Supporters of Pace, a 40-year Marine and decorated Vietnam combatant, questioned that rationale. They pointed out that President Bush and Gates supported Gen. George Casey for Army chief of staff. Like Pace, Casey was tied to Iraq failures, but he weathered a contentious confirmation hearing and won a floor vote in February.
Pentagon critics, who asked to speak anonymously because of the subject’s sensitivity, said the retreat on Pace has the appearance of kowtowing to Senate Armed Services Chairman Carl Levin, D-Mich., and other senators.
Gates defended his decision. “I am no stranger to contentious confirmations,” he said. “And I do not shrink from them. However, I have decided that at this moment in our history, the nation, our men and women in uniform, and General Pace himself would not be well-served by a divisive ordeal in selecting the next chairman.”
Retired Marine Lt. Gen. Charles Cooper, who commanded Pace as a young major, sent the chairman an e-mail Monday that said, “The politics of this war defy commentary and you were an undeserving victim.”
“I think Gates is a soft-spoken guy, and he doesn’t like conflict and he doesn’t like to take on people,” Cooper told The Examiner.

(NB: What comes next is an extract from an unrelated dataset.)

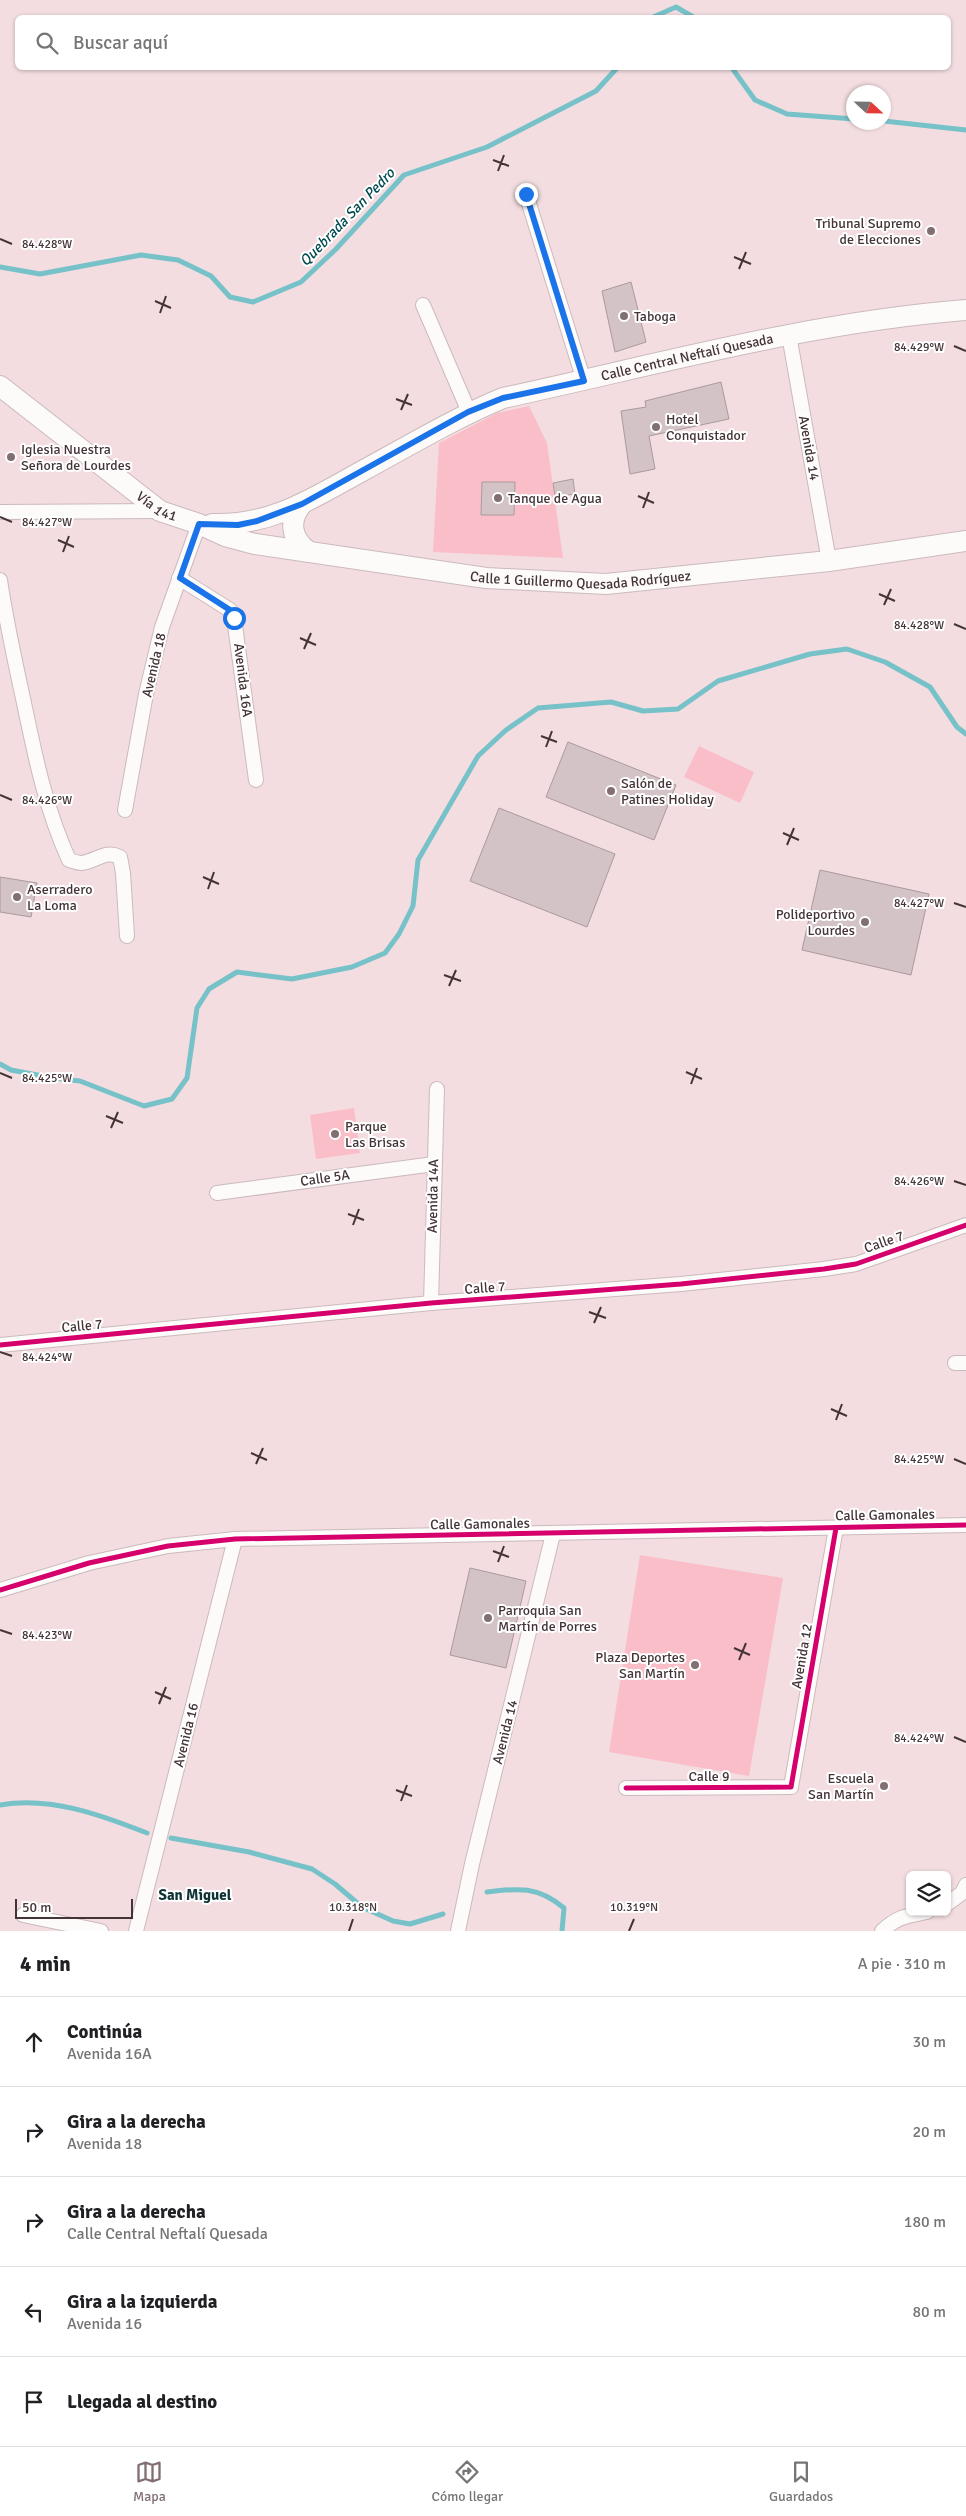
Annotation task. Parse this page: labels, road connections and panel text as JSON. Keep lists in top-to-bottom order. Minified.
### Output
{"streets":{"main road":["Calle Central Neftalí Quesada","Vía 141","Calle 1 Guillermo Quesada Rodríguez"],"street":["Avenida 14","Avenida 18","Avenida 16A","Calle 5A","Avenida 14A","Calle 7","Calle Gamonales","Avenida 12","Avenida 16","Calle 9"]},"crossings":[["Calle Central Neftalí Quesada","Avenida 14"],["Calle Central Neftalí Quesada","Vía 141"],["Calle Central Neftalí Quesada","Calle 1 Guillermo Quesada Rodríguez"],["Calle Central Neftalí Quesada","Avenida 18"],["Avenida 14","Calle 1 Guillermo Quesada Rodríguez"],["Avenida 14","Calle Gamonales"],["Vía 141","Calle 1 Guillermo Quesada Rodríguez"],["Vía 141","Avenida 18"],["Calle 1 Guillermo Quesada Rodríguez","Avenida 18"],["Avenida 18","Avenida 16A"],["Calle 5A","Avenida 14A"],["Avenida 14A","Calle 7"],["Calle Gamonales","Avenida 12"],["Calle Gamonales","Avenida 16"],["Avenida 12","Calle 9"]],"districts":["San Miguel"],"water":["Quebrada San Pedro"],"places":["Tribunal Supremo de Elecciones","Taboga","Hotel Conquistador","Iglesia Nuestra Señora de Lourdes","Tanque de Agua","Salón de Patines Holiday","Aserradero La Loma","Polideportivo Lourdes","Parque Las Brisas","Parroquia San Martín de Porres","Plaza Deportes San Martín","Escuela San Martín"],"scale_bar":"50 m","north":"right","page":{"search":"Buscar aquí","scale":"50 m","heading":["4 min","A pie · 310 m"],"list":[["Continúa","Avenida 16A","30 m"],["Gira a la derecha","Avenida 18","20 m"],["Gira a la derecha","Calle Central Neftalí Quesada","180 m"],["Gira a la izquierda","Avenida 16","80 m"],"Llegada al destino"],"nav":["Mapa","Cómo llegar","Guardados"]},"coordinates":["84.428°W","84.429°W","84.427°W","84.426°W","84.425°W","84.424°W","84.423°W","10.318°N","10.319°N"]}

Pace backers also questioned why he was not provided an opportunity to make the announcement himself. “They could have given Pace, an honorable guy, a face-saving way out,” a second defense official said.
Pace’s nomination seemed assured last month. But then Gates had second thoughts. Levin agreed with Gates that the Senate confirmation would be “a backward-looking debate about the last four years.”
Gates summoned Pace to his office for the bad news. After Gates’ news conference, Pace assembled his staff members and told them he had wanted to stay but would now retire in September.